Got a nu fon. Gues hu I'm hre with?

IT’S HARD not to have a sneaking sympathy for Enda Kenny. Who hasn’t found themselves bored at Mass, itching to sneak a peek at their phone? Video footage posted online by the Italian Corriere della Sera website shows the Taoiseach fiddling with his beloved new iPhone throughout his audience with Pope Benedict XVI in Castel Gandolfo last week.

The Taoiseach, who was sitting in the front row and in full view of the cameras, was so busy updating his Facebook or playing Angry Birds – or, okay, running the country – that he failed to notice when the speech on abortion and marriage finished, and he wasn’t able to put the phone away in time to clap along with the other dignitaries.

The deputy editor of the Irish Catholic newspaper is not amused. Michael Kelly took to Twitter to denounce the Taoiseach’s behaviour as “rude”.

“It’s about basic manners . . . and unfortunately Mr Kenny was again found wanting,” he said, though he later admitted that he doubted “whether the Pope even noticed”.

In a sign of how technology may be our new religion, most of the other comments on Twitter were far more excited by the revelation that the Taoiseach has upgraded to an iPhone from his trusty Nokia 6310i.

Two events that should shock us into rescuing our sense of community

TWO REPORTS this week reflected the new reality of life for Ireland’s older people. First, there was the horrifying death of 67-year-old Eugene Gillespie, who was attacked in his home, where he lived alone. He was bound to a chair and apparently left for dead, during an aggravated burglary. He died on Saturday night in hospital.

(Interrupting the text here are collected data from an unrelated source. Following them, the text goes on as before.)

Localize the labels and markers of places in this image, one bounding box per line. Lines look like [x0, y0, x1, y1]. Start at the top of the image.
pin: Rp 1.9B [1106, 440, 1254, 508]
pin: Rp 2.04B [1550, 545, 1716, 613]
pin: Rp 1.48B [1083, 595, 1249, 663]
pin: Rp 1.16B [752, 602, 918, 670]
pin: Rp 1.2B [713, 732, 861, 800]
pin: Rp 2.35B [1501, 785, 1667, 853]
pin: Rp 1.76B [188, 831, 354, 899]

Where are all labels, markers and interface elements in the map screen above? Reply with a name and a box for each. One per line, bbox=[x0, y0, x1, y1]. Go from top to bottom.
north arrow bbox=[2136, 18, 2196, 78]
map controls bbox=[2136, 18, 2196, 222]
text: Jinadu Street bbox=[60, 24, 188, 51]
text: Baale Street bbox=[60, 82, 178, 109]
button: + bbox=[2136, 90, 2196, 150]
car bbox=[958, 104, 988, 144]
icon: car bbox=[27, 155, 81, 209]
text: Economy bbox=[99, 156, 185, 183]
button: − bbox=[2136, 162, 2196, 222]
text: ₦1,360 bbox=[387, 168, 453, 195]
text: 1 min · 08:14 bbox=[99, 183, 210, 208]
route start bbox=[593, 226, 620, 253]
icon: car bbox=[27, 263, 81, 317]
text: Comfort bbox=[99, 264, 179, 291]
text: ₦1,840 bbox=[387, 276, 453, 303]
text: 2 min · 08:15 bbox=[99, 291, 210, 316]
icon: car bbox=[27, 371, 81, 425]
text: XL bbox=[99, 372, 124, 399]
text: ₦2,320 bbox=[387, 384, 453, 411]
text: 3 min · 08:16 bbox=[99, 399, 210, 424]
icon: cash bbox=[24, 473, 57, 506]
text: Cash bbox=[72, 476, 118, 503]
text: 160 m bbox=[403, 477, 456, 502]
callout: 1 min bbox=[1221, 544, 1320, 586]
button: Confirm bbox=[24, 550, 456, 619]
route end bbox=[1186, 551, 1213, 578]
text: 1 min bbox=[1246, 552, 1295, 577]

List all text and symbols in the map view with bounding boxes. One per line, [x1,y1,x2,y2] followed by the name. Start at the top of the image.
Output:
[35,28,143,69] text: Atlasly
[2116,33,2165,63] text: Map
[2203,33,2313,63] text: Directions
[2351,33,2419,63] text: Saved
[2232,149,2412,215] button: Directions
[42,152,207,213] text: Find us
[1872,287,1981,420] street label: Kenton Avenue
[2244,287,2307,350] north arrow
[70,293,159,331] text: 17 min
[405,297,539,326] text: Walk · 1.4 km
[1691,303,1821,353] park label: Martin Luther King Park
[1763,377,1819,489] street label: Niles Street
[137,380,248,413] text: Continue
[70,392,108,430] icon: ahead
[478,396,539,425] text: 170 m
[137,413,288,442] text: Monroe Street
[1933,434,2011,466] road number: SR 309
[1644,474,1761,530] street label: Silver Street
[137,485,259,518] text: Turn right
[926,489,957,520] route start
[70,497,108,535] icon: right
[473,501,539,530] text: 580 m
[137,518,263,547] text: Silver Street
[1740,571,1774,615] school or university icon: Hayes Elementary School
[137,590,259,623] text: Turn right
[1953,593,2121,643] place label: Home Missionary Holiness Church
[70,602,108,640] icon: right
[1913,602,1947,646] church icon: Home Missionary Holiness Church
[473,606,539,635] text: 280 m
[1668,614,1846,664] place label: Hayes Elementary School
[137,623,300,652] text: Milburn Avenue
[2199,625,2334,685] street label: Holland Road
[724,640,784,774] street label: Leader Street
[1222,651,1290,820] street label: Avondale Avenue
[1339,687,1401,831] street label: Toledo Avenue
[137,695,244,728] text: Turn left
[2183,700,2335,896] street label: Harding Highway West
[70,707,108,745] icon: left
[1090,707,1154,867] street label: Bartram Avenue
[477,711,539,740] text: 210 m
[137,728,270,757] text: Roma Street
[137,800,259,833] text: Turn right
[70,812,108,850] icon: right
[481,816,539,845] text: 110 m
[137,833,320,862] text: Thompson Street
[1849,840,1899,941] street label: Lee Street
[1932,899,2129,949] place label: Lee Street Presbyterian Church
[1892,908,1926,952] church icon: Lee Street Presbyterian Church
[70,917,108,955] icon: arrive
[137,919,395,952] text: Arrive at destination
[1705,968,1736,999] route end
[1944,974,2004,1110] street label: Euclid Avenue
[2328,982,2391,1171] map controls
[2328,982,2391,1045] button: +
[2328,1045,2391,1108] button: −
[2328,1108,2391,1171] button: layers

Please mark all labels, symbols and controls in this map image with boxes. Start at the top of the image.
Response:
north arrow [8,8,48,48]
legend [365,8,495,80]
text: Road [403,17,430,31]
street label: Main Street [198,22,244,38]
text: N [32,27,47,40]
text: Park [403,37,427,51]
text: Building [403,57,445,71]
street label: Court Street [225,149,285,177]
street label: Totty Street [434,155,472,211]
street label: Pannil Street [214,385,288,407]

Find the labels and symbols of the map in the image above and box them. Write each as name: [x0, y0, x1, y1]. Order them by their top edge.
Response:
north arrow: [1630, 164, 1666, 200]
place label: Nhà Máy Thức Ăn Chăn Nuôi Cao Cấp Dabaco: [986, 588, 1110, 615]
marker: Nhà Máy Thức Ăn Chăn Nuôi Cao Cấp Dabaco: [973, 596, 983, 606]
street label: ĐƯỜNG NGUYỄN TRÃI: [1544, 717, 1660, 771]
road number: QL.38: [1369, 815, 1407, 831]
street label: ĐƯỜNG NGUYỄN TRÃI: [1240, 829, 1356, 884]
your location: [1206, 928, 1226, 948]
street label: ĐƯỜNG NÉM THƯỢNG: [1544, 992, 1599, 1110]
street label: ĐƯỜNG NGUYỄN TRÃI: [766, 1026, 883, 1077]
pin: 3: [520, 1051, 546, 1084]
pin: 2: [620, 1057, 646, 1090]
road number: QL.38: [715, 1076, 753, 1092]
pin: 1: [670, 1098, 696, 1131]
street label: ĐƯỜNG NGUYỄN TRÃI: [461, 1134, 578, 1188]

Then there were new figures compiled from CSO data by the All-Island Research Observatory (Airo), which reveal that one in three elderly people are living alone in parts of the country.

Isolation doesn’t always equal vulnerability, of course. It doesn’t necessarily equate to loneliness, either – plenty of people of all ages live alone, and are perfectly happy that way. But we are in danger of losing something irreplaceable with the diminishing sense of community in Irish towns.

Quite apart from the risk of crime to older people living alone, some studies have shown that being part of a vibrant community is a key to longevity. In fact, one report by researchers at the Brigham Young University in Utah concluded that low social interaction is as harmful to health as smoking and alcoholism.